Mila fragte: „Ben, kannst du mir helfen, das Körbchen zu tragen?“
Ben nickte schnell. „Ja!“
Gemeinsam trugen sie das Körbchen zurück. Mila hielt die Lupe wie ein Abzeichen, aber sie fühlte sich warm im Bauch.
Im Hof stellte Frau Sommer das Körbchen wieder auf die Bank. „Wir machen trotzdem Saft“, sagte sie. „Und Ben und Flocke dürfen mitprobieren.“
Ben strahlte. „Echt?“
„Echt“, sagte Frau Sommer. „Im Viertel ist Platz für alle. Auch für schüchterne Hunde.“
Mila setzte sich auf die Bank.
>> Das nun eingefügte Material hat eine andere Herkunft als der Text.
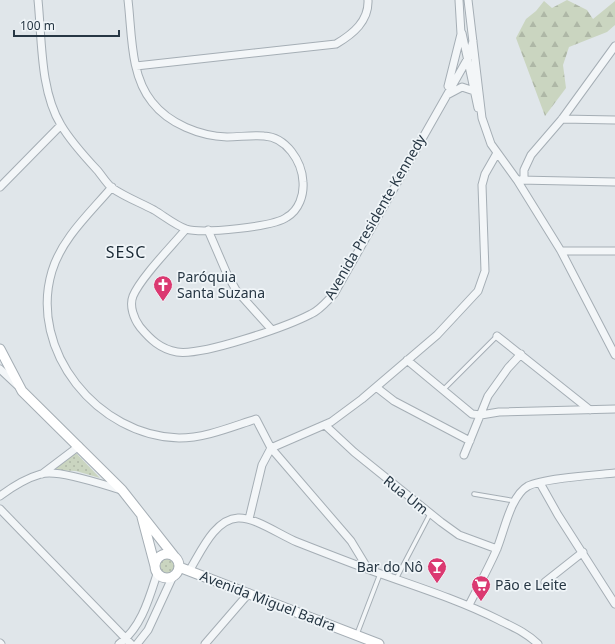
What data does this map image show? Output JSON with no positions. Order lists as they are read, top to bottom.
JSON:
{
  "streets": {
    "main road": ["Avenida Miguel Badra"],
    "street": ["Avenida Presidente Kennedy", "Rua Um"]
  },
  "districts": ["SESC"],
  "places": {
    "church": ["Paróquia Santa Suzana"],
    "bar": ["Bar do Nô"],
    "supermarket": ["Pão e Leite"]
  },
  "scale_bar": "100 m"
}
Tom setzte sich neben sie. Herr Lenz lehnte sich an den Zaun. Alle tranken später einen kleinen Becher Trauben-Saft. Süß und kühl.
Mila sagte: „Detektivarbeit heißt nicht nur suchen. Es heißt auch: ruhig bleiben, zuhören und freundlich sein.“
Ben streichelte Flocke. „Ich übe auch ruhig bleiben.“
Flocke legte sich hin und schnaufte zufrieden.
Und im ganzen Viertel wurde es still und friedlich. Nur die Reben am Hang raschelten leise, als würden sie flüstern: Alles ist gut.